O número mágico que está na internet é que terceirizados ganham 25% menos do que trabalhadores que são contratados diretamente pela empresa. Tal número pode ser encontrado em várias reportagens na imprensa, em posts de blogs e no FB e em vídeos que circulam pela internet. Por exemplo, o site UOL afirma “Salário médio dos terceirizados em 2013: R$ 1.776,78 (25% menor que os R$ 2.361,15 dos contratados diretamente)” (link aqui). A Carta Capital diz: “O salário de trabalhadores terceirizados é 24% menor do que o dos empregados formais, segundo o Departamento Intersindical de Estatística e Estudos Socioeconômicos (Dieese).” (link aqui). O blog Viomundo afirma: “Segundo o documento, em dezembro de 2013, os trabalhadores terceirizados recebiam 24,7% a menos do que os contratados diretos...” (link aqui). O Estadão cita um número diferente (talvez por algum ajuste nas horas) mas aponta a CUT como fonte na chamada que anuncia: “Terceirizados ganham 27,1% a menos que contratados diretamente, diz CUT.” (link aqui).

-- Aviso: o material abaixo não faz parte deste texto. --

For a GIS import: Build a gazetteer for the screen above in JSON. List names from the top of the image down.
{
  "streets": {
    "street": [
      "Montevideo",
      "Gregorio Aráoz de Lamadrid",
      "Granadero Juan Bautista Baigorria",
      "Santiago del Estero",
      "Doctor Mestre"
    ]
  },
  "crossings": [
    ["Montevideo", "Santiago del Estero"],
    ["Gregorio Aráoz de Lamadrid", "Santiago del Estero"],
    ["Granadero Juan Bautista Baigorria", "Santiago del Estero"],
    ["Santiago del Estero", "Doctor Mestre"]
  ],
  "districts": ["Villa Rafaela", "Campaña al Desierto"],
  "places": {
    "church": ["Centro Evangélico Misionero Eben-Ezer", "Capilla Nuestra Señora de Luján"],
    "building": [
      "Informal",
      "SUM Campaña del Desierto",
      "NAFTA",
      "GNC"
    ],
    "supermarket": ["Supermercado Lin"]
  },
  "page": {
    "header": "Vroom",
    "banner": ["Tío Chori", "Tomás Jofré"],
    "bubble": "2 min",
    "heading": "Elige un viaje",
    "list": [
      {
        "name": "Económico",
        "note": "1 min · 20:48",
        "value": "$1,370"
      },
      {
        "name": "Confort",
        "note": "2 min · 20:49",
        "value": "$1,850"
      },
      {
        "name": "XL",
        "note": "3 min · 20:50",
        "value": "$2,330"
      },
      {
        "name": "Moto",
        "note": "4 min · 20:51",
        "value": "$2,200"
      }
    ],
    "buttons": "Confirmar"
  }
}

Provocado em uma conversa no FB decidi procurar o estudo da CUT e descobrir de onde veio o número. O estudo se chama “Terceirização de Desenvolvimento: uma conta que não fecha” (link aqui). A tabela com o número que está sendo usado para criticar o PL 4330/04 é a Tabela 2 que está na página 14 e que eu reproduzo abaixo:




Reparem na fragilidade do número. De início me preocupou que o estudo não controlasse por atividade desempenhada pelo trabalhador. Como atualmente a terceirização só é permitida para atividades meio e é razoável supor que atividades meio ganhem menos que atividades fins independente da forma de contrato eu desconfiei do número. Imagine um hospital, o leitor ficará surpreso em saber que um médico (atividade fim) ganha mais que um servente (atividade meio)? O leitor ficará surpreso em saber que em uma universidade os professores (atividade fim) ganham mais que o porteiro (atividade meio)? Imagino que não. Pois dizer que terceirizados ganham menos que contratados direitos sem controlar por atividade exercida é praticamente o mesmo que dizer que médicos ganham mais que serventes ou professores ganham mais que porteiros. Mas o estudo é ainda mais frágil. Repare que a tabela fala de “Setores Tipicamente terceirizados” e “Setores Tipicamente contratantes”. O que significa isto? Significa que sequer o estudo da CUT está considerando o salário dos trabalhadores terceirizados, o estudo considera o salário dos setores que são classificados como setores tipicamente setorizados.

Grosso modo o que o estudo da CUT está dizendo é que em setores onde terceirização é comum o salário é menor. Quais são estes setores? Procurei um anexo onde estivessem listados quais são os setores tipicamente terceirizados, mas não encontrei. Porém, considerando que a lei apenas permite a terceirização de atividades meio, é bem plausível supor que tais setores são os que atividade meio tem mais peso. Desta forma o que estudo está dizendo é que setores onde atividades meio sujeitas à terceirização são preponderantes pagam salários menores. Tais setores, segundo os números da CUT e do DIEESE, equivalem a 26,8% dos setores (pg.13). Não é quase como dizer que porteiros ganham menos que médicos, é dizer que porteiros ganham menos que médicos.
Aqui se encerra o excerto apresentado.